Transformation seems to be a particularly important HGT mechanism in this bacterium. However, the
environmental signals triggering competence for natural transformation, the putative effectors involved in this
process, and the molecular basis of this phenomenon are still poorly understood. Using the A. baumannii A118
clinical isolate as a model, the proposed project will examine the role of human host products as chemical
inducers of DNA uptake.

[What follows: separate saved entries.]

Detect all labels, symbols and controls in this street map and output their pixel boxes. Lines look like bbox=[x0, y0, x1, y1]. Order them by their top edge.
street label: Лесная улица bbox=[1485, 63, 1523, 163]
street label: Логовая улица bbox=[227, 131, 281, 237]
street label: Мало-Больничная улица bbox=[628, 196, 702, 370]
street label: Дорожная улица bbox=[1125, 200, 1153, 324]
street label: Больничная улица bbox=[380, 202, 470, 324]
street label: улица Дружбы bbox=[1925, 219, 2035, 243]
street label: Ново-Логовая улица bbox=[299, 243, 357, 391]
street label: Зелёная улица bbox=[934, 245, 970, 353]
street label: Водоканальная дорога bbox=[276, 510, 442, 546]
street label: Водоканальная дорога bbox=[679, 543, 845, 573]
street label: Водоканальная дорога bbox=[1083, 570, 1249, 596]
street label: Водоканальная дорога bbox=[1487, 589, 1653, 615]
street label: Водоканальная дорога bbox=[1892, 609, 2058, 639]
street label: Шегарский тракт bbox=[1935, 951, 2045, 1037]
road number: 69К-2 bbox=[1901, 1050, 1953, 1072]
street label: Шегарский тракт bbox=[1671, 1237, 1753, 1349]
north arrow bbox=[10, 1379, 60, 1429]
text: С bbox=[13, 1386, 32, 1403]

Considering our preliminary data, which show that different albumins cause a
significant increase in the level of transformation frequency, this study will examine the role of Human Serum
Albumin (HSA) and albumin-derived peptides in the development of bacterial competence and the uptake of
foreign DNA (Aim 1). Moreover, we will determine the effects of HSA using a whole-genome transcriptional
profiling approach in A118 (Aim 2). Through this last approach, we expect to identify genes and RNA
regulators involved in natural transformation. This knowledge will provide critical insights into the molecular and
cellular mechanism this pathogen uses to acquire resistance genes. Future studies can then use these findings
to develop novel approaches to treat severe Acinetobacter human infections, particularly those caused by
emerging multidrug-resistant isolates.

## Key facts

- **NIH application ID:** 9856498
- **Project number:** 5SC3GM125556-03
- **Recipient organization:** CALIFORNIA STATE UNIVERSITY FULLERTON
- **Principal Investigator:** Maria Soledad Ramirez
- **Activity code:** SC3 (R01, R21, SBIR, etc.)
- **Funding institute:** NIH
- **Fiscal year:** 2020
- **Award amount:** $106,500
- **Award type:** 5
- **Project period:** 2018-02-07 → 2022-01-31

## Primary source

NIH RePORTER: https://reporter.nih.gov/project-details/9856498

## Citation

> US National Institutes of Health, RePORTER application 9856498, Identifying host human products responsible for natural transformation of resistance traits in Acinetobacter baumannii (5SC3GM125556-03). Retrieved via AI Analytics 2026-05-21 from https://api.ai-analytics.org/grant/nih/9856498. Licensed CC0.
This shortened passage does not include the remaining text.